Hacker News new | comments | ask | show | jobs | submit login
Ask HN: How do big web sites roll out new versions?
110 points by Bluem00 on Dec 27, 2008 | hide | past | web | favorite | 44 comments
The operations of big websites fascinate me. Sites such as http://highscalability.com/ give an glimpse into the architecture of Amazon, Twitter, and other large systems, but leave out the operations side. So, can anyone explain how they deploy new versions of their sites? For instance, I can't imagine Amazon choosing to go down for even a minute, so what do they do? Am I wrong? Thanks!

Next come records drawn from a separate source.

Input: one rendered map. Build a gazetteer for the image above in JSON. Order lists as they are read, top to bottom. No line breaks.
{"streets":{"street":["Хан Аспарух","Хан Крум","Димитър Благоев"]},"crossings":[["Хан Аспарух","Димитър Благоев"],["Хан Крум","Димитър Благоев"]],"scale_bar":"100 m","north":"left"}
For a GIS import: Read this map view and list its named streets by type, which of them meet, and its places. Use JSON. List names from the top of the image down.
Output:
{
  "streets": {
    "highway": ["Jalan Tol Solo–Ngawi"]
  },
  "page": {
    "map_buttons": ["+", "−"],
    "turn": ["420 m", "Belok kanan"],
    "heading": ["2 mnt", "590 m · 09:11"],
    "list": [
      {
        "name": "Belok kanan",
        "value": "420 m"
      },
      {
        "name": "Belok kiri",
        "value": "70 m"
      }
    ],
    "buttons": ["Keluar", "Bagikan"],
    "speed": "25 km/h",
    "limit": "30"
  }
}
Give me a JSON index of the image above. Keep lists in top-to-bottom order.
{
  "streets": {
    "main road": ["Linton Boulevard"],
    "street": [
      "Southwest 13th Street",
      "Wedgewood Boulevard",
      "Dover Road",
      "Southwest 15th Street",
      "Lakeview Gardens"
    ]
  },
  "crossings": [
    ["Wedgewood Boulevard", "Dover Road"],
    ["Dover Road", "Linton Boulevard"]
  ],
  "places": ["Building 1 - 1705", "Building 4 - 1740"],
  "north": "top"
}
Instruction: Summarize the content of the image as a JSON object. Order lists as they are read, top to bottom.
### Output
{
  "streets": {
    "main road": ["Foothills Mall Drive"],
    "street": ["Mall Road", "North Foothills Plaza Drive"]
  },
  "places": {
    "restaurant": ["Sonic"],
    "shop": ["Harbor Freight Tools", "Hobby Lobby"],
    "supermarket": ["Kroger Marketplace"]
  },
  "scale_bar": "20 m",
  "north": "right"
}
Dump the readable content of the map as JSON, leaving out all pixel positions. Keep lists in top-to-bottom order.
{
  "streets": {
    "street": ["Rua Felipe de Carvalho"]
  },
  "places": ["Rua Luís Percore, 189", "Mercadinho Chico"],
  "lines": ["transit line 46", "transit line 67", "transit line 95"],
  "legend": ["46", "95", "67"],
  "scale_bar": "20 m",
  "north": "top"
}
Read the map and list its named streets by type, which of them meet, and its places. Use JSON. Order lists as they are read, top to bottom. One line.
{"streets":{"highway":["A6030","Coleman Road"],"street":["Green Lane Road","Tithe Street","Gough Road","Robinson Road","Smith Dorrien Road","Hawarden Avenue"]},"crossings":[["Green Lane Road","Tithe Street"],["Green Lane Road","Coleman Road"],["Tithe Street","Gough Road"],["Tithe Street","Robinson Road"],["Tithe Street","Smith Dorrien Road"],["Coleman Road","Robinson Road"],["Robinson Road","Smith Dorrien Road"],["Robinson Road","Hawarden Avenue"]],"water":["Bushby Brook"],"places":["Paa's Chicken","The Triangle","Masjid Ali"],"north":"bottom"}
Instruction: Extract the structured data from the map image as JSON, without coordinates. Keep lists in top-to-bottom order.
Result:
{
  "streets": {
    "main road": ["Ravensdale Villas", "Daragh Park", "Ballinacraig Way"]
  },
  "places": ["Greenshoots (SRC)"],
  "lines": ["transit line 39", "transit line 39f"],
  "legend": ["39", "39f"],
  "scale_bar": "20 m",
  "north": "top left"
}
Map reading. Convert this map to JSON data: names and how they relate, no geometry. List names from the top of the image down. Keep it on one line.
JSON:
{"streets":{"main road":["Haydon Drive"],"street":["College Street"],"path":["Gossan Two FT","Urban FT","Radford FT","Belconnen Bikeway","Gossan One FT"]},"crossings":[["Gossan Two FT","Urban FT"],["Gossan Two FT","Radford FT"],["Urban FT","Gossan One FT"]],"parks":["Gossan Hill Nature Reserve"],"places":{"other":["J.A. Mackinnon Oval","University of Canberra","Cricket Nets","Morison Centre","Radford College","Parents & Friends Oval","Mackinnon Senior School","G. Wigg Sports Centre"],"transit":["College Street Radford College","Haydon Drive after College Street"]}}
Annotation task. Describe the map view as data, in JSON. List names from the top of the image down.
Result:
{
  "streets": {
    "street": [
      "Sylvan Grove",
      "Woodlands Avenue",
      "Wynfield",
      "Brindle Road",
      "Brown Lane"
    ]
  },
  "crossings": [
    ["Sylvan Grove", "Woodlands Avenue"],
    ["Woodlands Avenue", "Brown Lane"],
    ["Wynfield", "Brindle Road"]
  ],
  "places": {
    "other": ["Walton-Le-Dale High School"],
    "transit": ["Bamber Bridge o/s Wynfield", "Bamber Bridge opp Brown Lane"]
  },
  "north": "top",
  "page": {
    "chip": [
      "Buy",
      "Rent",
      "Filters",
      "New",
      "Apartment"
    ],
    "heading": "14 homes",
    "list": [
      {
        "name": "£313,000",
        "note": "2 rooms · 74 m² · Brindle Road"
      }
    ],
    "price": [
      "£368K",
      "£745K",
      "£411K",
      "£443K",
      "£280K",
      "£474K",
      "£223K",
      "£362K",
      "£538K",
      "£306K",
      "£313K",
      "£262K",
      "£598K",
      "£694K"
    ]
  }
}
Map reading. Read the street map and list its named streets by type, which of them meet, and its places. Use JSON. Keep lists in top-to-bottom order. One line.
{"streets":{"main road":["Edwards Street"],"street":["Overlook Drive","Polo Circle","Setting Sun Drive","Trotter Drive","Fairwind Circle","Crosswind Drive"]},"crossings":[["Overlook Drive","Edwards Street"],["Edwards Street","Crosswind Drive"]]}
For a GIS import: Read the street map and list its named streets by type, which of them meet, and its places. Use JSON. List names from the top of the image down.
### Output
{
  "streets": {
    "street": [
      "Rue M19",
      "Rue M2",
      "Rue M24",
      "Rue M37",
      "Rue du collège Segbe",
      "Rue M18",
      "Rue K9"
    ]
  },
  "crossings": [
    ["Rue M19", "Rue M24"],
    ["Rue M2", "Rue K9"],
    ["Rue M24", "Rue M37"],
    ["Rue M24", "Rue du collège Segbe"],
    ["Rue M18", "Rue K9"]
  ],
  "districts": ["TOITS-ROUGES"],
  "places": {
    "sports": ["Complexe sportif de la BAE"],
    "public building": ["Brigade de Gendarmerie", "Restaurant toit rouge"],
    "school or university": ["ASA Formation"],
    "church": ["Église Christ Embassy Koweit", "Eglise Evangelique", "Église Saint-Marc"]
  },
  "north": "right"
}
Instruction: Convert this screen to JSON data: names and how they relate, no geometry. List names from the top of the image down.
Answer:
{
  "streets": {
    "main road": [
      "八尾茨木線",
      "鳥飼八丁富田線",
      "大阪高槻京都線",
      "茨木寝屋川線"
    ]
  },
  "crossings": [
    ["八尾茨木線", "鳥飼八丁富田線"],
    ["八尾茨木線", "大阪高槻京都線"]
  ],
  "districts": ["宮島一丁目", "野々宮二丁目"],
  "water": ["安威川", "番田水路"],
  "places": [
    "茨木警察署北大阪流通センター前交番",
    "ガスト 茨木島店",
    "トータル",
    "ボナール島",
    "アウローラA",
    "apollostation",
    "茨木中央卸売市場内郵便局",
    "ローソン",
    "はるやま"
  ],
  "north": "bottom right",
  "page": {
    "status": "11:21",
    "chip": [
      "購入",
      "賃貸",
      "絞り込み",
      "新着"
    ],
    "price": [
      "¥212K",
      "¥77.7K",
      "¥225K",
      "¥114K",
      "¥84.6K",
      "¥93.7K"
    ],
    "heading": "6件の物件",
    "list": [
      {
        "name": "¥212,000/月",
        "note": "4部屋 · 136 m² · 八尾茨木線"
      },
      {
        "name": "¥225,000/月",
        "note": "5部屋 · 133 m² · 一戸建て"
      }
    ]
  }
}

They'll take a few webservers and their associated middle tier boxes out of service on their front-end loadbalancers, wait for all the sessions to migrate/fail over to others, upgrade them and put them back into service. The loadbalancers will be smart enough to do affinity (put this customer onto this pool of servers if possible). At any one time after the roll-out begins, x% of the customer base will be on the new code where x->100 if things go well, or if something unexpected happens, (100-x)% of customers will never even see it, and the rest (x << 100) will see only a glitch before the loadbalancers swing them back across onto the old code.

In apps like this the policy is to only add columns to tables and new tables, never to remove anything, so the database can be upgraded hot, and the old code can continue to run on it, only the new code will see any new columns/tables.

I've done rolling deployments but also a similar but different way at Yahoo!.

We have access to multiple colos of slightly over-capacity machines. It's not uncommon to migrate by switching all traffic over to one colo. Then upgrade the next colo to the new code and switch all traffic there. Finally upgrade the first colo and then start cross loading the traffic between colos again.

Since we are big enough to have at least a couple of colos per geographic region this means we can avoid rolling migrations which are pretty horrible when you get trapped in a failure mid-roll.

And when all the servers run the new code, are the databases changed to remove old columns or is it an absolute no-no with ever-expanding tables?

At Yahoo we drop columns from the previous version the next time we upgrade the database, e.g. if you stopped using a 1.0 column in version 1.1, then you drop that column as part of the upgrade going to 1.2. The key thing is always being able to roll back if things go seriously wrong; hardware is much, much cheaper than downtime.

Unless you really need the space, I suggest leaving the columns there. Fewer chances for error. If your columns are nullable, the amount of space taken up by an obsolete column tends to one byte, particularly if old data is deleted.

It's different for every site, db backend, etc.

If it's just 1 column, and it doesn't store much data, then probably no. If it's a bunch of columns and it's taking up lots of disk, they they probably migrate what they need to a new table and drop the old one. Altering tables is usually not a good idea. In mysql it can stop replication and can mean hours or days of downtime depending on the situation and amount of data.

Once you are sure you are never going to roll back to the old code you can wipe out the old columns.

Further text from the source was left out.